Thankfully everyone stepped back from the cliff and now the sport in the United Kingdom appears to be going from strength to strength.

It may seem a little downbeat given that they have just become champions, but after what happened in Scotland to Rangers with the club going into administration, the financial question is worth asking.

After all if it could happen to the Glasgow giants, it could happen to other sporting outfits like the Belfast Giants.

So, is there any chance of the modern day Odyssey-based Giants folding?

General Manager Kelman smiles, before joking: “No, we pay our taxes.”

Then he gets serious, reflecting on the tough times when he was a player.

He says: “After our third year in 2003 we almost went bankrupt and the whole League almost went bankrupt. Thankfully the League was restructured because everyone realised that owners were simply spending too much on players.

“They made it that player salaries were affordable to owners so that clubs could survive.

“There is no point in losing hundreds of thousands to win a championship. It's just not worth it.

“You look at Rangers, which is one of the biggest clubs in the world, yet they have lost all that money and are in so much financial difficulty.

“One problem that football has is that there is always one owner willing to spend more than rivals in a bid to get ahead, but going down that road can cause problems.
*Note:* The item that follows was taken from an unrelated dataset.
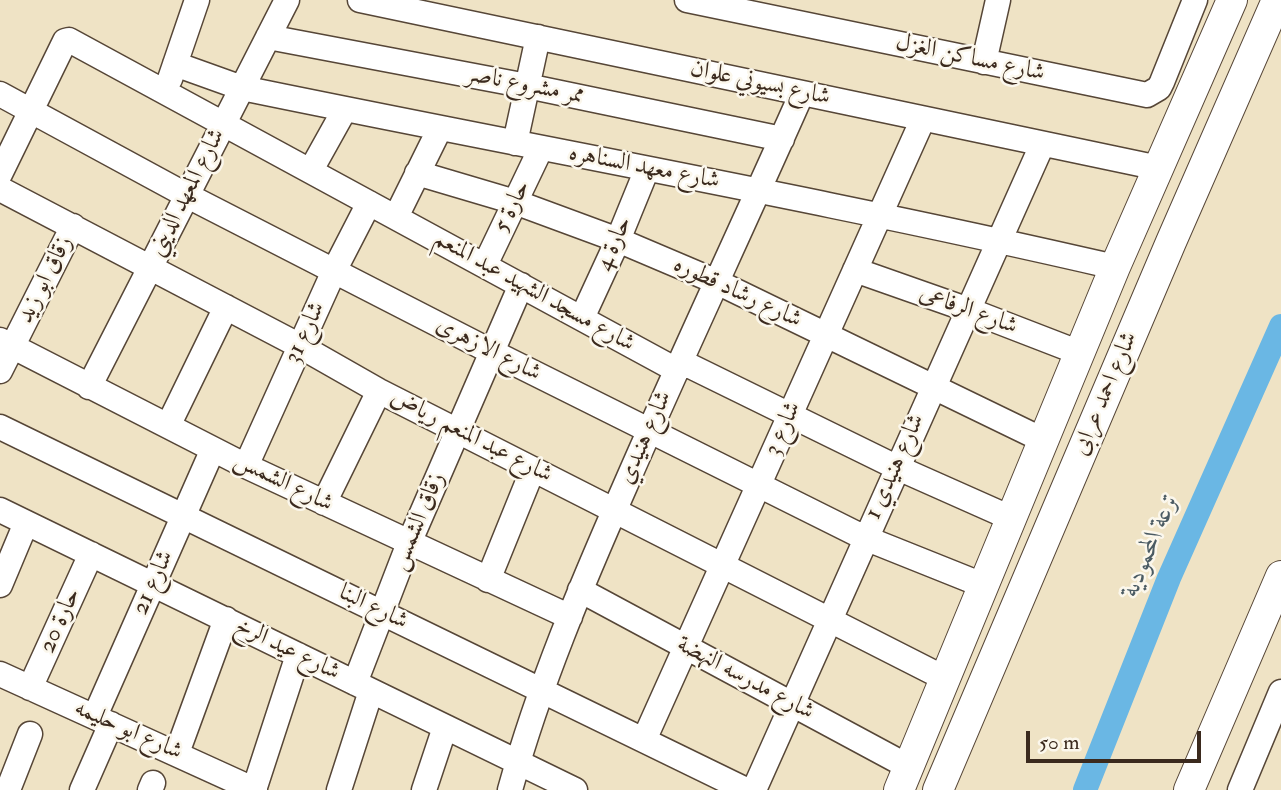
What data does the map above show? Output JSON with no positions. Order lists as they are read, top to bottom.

“That's why I like salary caps. We are not a big spending league and the cap keeps everyone in check and you know how much you can pay. Maybe football could learn from north American sports that have salary caps.”

Kelman adds there is now more positivity surrounding ice hockey in the UK than there has been for some time.

He says: “The Elite League has 10 solid teams now. We've gained another three teams in Scotland and the next move is to try and get a team in London which would put our League on the map even more. Financially it appears the teams are strong.

“When I started here, it seemed like a team was folding every year. Now when we are at meetings about the League we talk about how we will sell out the play-off games rather than who is losing money or who is struggling to survive and whose players aren't going to have sticks this week.

“It's all positive talk which is great for the sport.”